福爾摩斯慢慢起身,淡淡的點點頭:“好吧~反正都鬧成這樣了,不過我倒是希望齊國公在我解釋完我的觀點之後可以解釋解釋為什麽你會知道演繹法,還有你的Futhorc是從哪裡來的。”
“誒?你說什麽!?”Futhorc是英文?我印象中沒有那麽奇怪的東西啊!話說既然福爾摩斯這麽說,那就代表我身上可能真的有這麽個東西。
福爾摩斯站起來,拿著手中的拐杖說出了一長串我基本從未聽過的英文,不,是不是英文現在我很難判斷了。然後,過了五秒之後,房間慢慢的黯淡下來。空中突然出現了數個閃光的點,而那個點上,每一個都標上了文字,例如火器、雲家、劉岩德、皇上等等,反正這一次涉及這件事的所有人的名字都出現在了這個黑暗的房間中。
看著周圍閃亮的光點,世民支支吾吾的問道:“這,就是那個什麽演義?”
福爾摩斯露出了一絲驕傲的笑容:“北歐的盧恩,也就是我所能使用的Futhorc,可惜現在能做到的只有這種類似筆記的程度了,不過就能讓周圍安靜下來而言,還是很好用的。”
我驚訝的看著福爾摩斯,大聲的問道:“你會魔法?還是北歐系的?”
福爾摩斯笑著點點頭:“哼哼~算是沒錯,雖然這是我的上司結合了北歐系已經凱爾特系的魔法所創造出來的,不過主要還算的上是北歐系的吧。不過既然連我使用的是北歐系的魔法都知道,我越來越期待你的故事了,霍先生。”
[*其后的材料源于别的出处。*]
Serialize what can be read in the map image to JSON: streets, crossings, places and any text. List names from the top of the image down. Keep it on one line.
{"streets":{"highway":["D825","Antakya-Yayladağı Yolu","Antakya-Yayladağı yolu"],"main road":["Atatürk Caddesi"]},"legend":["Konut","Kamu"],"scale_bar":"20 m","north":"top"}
福爾摩斯快速的拉起幾個光球,然後開口解釋道:“我即將說明的就是我和華生的調查結果,當然,大部分都是空想,所以諸位聽聽就好。首先!”福爾摩斯拿起黑暗中一個寫有火器還有一個寫有海盜的光球,慢慢解釋道:“我們運向高麗的火器在途徑釋雲國附近海面的時候被海盜打劫了。這一次行動純粹是意外之舉,當那些海盜發現自己搶劫的是一批用來屠殺的火器之後,他們開始害怕了。”福爾摩斯再度從另一個方向拿起一個光球:“他們想要的是錢,
結果沒想到拿到了這麽要命的東西,用釋雲的話來說,這就是一個燙手的山芋。所以,他們選擇了黑市裡面悄悄銷贓。” 對於福爾摩斯的話,言檜首先提出了意見:“前面我可以理解,但是為什麽你會知道他們在黑市銷贓了,而不是賣給了其他的什麽人?”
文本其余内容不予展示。